Creating a Policy Agenda


Natalie Roetzel Ossenfort, , Shyaam Subramanian

Our attorneys for this episode:

Natalie Ossenfort, Jen Powis, Shyaam Subramanian

Show Notes

The tax code permits 501(c)(3) public charities to lobby for policy reform (and defend against bad legislation), but how will your organization go about identifying its policy priorities and advancing them before policymakers? This episode walks through several steps your nonprofit can take to develop its policy agenda. 

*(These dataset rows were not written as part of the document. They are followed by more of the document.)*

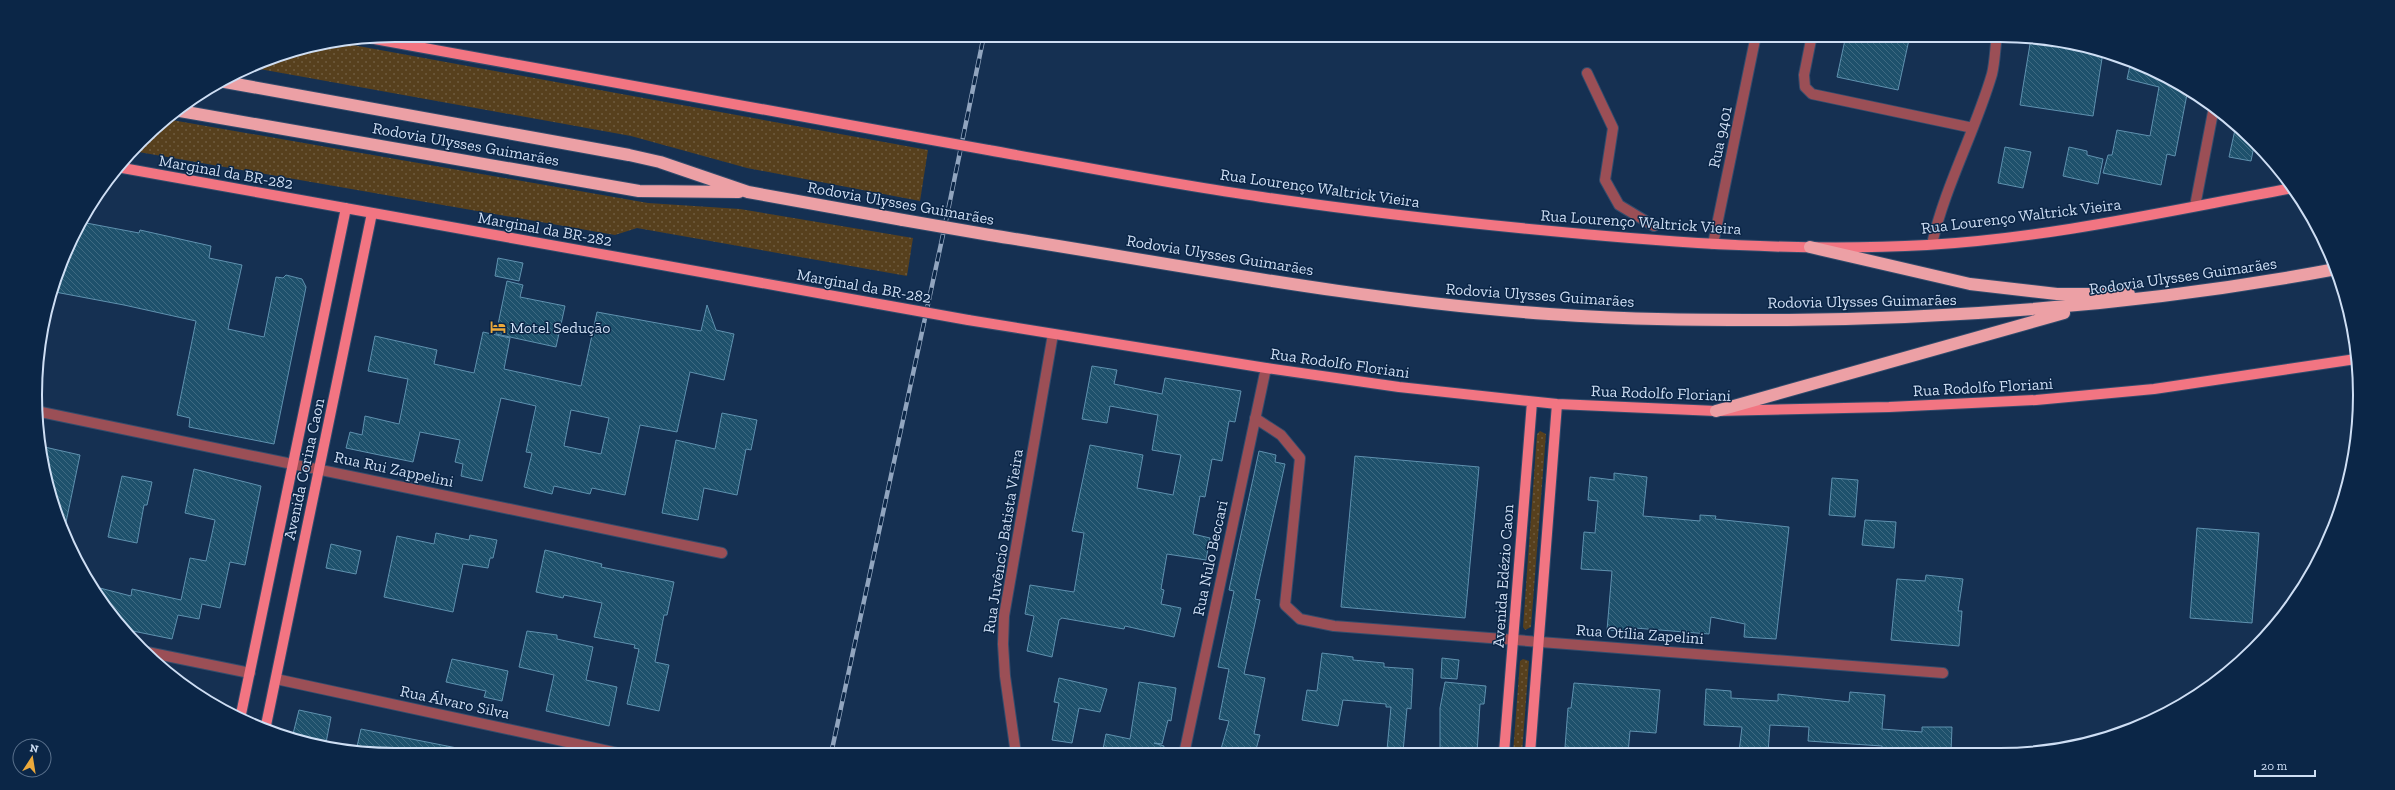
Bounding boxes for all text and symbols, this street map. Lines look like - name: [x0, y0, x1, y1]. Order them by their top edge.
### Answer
- street label: Rua 9401: [1704, 104, 1736, 170]
- street label: Rodovia Ulysses Guimarães: [371, 118, 561, 170]
- street label: Marginal da BR-282: [157, 151, 295, 193]
- street label: Rua Lourenço Waltrick Vieira: [1219, 165, 1421, 211]
- street label: Rodovia Ulysses Guimarães: [806, 177, 996, 229]
- street label: Rua Lourenço Waltrick Vieira: [1920, 194, 2122, 238]
- street label: Rua Lourenço Waltrick Vieira: [1540, 205, 1742, 239]
- street label: Marginal da BR-282: [476, 208, 614, 250]
- street label: Rodovia Ulysses Guimarães: [1125, 231, 1315, 279]
- street label: Rodovia Ulysses Guimarães: [2088, 253, 2278, 299]
- street label: Marginal da BR-282: [795, 265, 933, 307]
- street label: Rodovia Ulysses Guimarães: [1445, 279, 1635, 311]
- street label: Rodovia Ulysses Guimarães: [1767, 290, 1957, 312]
- hotel icon: Motel Sedução: [489, 318, 507, 336]
- place label: Motel Sedução: [510, 318, 610, 337]
- street label: Rua Rodolfo Floriani: [1269, 344, 1411, 382]
- street label: Rua Rodolfo Floriani: [1913, 374, 2054, 400]
- street label: Rua Rodolfo Floriani: [1591, 381, 1732, 405]
- street label: Avenida Corina Caon: [280, 396, 328, 542]
- street label: Rua Rui Zappelini: [333, 447, 456, 491]
- street label: Rua Juvêncio Batista Vieira: [979, 447, 1027, 635]
- street label: Rua Nulo Beccari: [1188, 498, 1232, 618]
- street label: Avenida Edézio Caon: [1489, 503, 1518, 648]
- street label: Rua Otília Zapelini: [1575, 620, 1705, 648]
- street label: Rua Álvaro Silva: [398, 681, 512, 723]
- north arrow: [12, 738, 52, 778]
- text: N: [29, 741, 40, 756]
- scale bar: [2255, 752, 2315, 778]
- text: 20 m: [2261, 759, 2288, 773]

  • Step 1: Talk to Your Community 
    • Obtaining feedback from your members and community is a critical first step in developing a policy agenda. 
    • Utilize different approaches to assess the needs of your constituents and the communities your organization represents. For example, you might go door-to-door, hold community meetings, or survey your members and clients via email or text. 
    • Consistency is key. If you haven’t done so already, begin these conversations now. Don’t wait until legislation is being voted on to ask for community opinions. Instead, assess community needs on an ongoing basis. 
  • Step 2: Engage Partners 
    • While every nonprofit can be effective on its own, it is much easier to amplify the voices and needs of your community if you partner with other organizations.  
    • Discussing your policy agenda with other nonprofits can also help when analyzing potential unintended consequences to the policy changes you propose. That is why it is important to reach out to peer organizations (working in the same policy space as your own organization) and to other organizations whose work could be impacted by your policy goals. 
  • Step 3: Educate Legislators and other Policymakers 
    • Policymakers are not always experts on the issues that your organization cares about. 
    • Nonprofit organizations that work closely with their constituents and partners are often experts in their fields, and they can educate legislators and other leaders about the needs being faced by communities and the policy changes that could best address those needs. 
    • Also educate policymakers about how your policy proposal will be financed. By addressing budgetary issues up front, you can present policymakers with reform recommendations that they can easily understand and sell to fellow decisionmakers. 
    • Most importantly, don’t be intimidated. Elected officials represent you, and they value the input of their constituents. 
  • Step 4: Engage in Outreach to Incoming Administrations 
    • Use the interim period before newly elected officials take office to inform them of your community’s needs and influence their policy priorities. 
    • Nonprofits can also make recommendations regarding cabinet appointees and judicial nominees, whose decisions will ultimately impact the lives of nonprofit clients and constituents. 
    • Individuals who are nominated or appointed to key executive branch positions will ultimately be the ones charged with implementing the law. Holding conversations with these incoming leaders and educating them about your organization’s goals is a critical step in the policy agenda-setting process.